Sehome softball coach Jim Emerson remembers a specific comment Gabby Gorosave made during her first few weeks with the Mariners' softball team last year.
Gorosave moved from Arizona a few years back and was a highly touted freshman entering Sehome's program. Emerson was getting to know his young prospect.
"I'd seen her play a couple games during the summer, and she was playing third base," Emerson explained in a phone interview. "She had great hands, and could really hit the ball really well. She made a funny comment to me. In Arizona she said she was a really good fielder but not really a good hitter."
There's a reason Emerson remembers that comment. Gorosave turned into a real good hitter, real quick.

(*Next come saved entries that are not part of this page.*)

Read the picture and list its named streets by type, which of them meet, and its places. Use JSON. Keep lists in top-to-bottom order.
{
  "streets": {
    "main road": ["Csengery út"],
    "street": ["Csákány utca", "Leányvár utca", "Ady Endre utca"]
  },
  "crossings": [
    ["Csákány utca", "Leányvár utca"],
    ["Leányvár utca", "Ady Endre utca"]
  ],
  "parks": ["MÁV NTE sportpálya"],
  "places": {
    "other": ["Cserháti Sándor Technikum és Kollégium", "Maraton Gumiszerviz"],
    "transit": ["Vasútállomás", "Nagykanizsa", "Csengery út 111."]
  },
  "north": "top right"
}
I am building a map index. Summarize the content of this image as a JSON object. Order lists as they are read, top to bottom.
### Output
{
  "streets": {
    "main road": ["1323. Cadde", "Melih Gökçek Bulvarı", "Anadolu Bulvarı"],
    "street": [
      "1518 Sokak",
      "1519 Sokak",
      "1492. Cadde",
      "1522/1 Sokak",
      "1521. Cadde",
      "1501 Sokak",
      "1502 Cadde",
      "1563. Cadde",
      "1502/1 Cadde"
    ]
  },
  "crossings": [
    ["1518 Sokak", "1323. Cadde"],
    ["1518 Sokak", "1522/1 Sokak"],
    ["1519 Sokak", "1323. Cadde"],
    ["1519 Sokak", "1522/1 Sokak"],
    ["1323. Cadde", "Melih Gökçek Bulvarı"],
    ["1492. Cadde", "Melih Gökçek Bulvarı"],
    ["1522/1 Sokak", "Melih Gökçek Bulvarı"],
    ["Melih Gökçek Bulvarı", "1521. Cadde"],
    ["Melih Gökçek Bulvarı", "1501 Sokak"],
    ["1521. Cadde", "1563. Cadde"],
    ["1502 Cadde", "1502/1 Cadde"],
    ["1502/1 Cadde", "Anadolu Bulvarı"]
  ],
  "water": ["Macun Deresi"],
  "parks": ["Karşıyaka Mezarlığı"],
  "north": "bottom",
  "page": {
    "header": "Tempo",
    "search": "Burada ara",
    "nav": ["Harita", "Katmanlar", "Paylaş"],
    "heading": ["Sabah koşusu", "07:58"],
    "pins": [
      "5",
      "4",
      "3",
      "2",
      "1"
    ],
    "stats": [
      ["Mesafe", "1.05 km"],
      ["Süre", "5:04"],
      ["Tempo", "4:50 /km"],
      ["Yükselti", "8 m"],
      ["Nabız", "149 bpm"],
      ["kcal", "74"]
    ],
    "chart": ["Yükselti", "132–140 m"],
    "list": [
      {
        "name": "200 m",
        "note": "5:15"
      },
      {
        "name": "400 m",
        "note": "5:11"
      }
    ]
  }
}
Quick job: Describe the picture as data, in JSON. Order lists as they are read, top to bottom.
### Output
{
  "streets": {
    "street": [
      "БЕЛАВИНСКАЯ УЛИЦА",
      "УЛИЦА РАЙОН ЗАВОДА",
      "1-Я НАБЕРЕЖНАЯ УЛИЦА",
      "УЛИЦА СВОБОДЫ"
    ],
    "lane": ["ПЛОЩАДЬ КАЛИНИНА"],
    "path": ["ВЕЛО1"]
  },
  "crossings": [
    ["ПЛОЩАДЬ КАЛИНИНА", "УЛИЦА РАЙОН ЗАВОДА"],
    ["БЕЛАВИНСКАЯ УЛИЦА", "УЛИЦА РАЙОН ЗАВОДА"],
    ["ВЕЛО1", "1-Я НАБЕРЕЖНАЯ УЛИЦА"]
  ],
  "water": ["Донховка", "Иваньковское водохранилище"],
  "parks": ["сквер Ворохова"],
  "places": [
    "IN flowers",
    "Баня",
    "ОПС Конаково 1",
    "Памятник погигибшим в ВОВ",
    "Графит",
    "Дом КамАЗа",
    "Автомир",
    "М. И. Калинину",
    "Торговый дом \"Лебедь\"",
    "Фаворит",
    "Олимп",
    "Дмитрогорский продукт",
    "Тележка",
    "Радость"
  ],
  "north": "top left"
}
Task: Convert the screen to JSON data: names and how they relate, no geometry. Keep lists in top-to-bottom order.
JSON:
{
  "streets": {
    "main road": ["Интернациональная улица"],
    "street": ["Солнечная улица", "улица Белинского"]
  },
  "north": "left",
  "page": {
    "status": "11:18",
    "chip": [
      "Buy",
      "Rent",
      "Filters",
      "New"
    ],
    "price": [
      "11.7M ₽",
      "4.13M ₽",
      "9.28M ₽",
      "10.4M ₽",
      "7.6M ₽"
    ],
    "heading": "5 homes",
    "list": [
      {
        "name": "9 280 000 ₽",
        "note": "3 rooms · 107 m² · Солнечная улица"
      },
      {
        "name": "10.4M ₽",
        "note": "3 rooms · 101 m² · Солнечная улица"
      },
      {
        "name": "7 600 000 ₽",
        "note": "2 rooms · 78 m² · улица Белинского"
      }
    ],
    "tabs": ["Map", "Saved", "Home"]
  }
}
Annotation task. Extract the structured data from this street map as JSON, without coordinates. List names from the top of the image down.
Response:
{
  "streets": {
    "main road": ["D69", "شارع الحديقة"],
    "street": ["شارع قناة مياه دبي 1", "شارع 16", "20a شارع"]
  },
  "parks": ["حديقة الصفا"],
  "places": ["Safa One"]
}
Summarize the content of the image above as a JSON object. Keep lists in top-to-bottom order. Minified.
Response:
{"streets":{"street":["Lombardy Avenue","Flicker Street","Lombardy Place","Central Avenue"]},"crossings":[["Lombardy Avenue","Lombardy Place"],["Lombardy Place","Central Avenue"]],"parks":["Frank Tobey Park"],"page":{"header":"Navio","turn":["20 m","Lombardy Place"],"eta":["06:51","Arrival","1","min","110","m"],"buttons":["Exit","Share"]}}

She recorded a .522 batting average and led the Mariners in hits and RBI. She also hit five home runs. Not too bad for a freshman. Her efforts landed her an All-NWC second-team nod and an All-Whatcom County selection.
So how did a first-year varsity player learn to hit like a seasoned, fourth-year player?
"I think what she learned to do was use all fields," Emerson said. "A lot of these kids want to be pull hitters, but I tell them to use all fields. Gabby works on hitting the ball all directions."
Emerson was pleased with Gorosave's production, but he said he wasn't totally surprised.
The Sehome coach got a certain "feeling" about Gorosave during the few games he saw her play prior to last year.
"Sometimes you just get this feeling with them," Emerson said. "I said to a couple of our coaches, 'This kid is a player. I think she is really going to help us out.' And she did."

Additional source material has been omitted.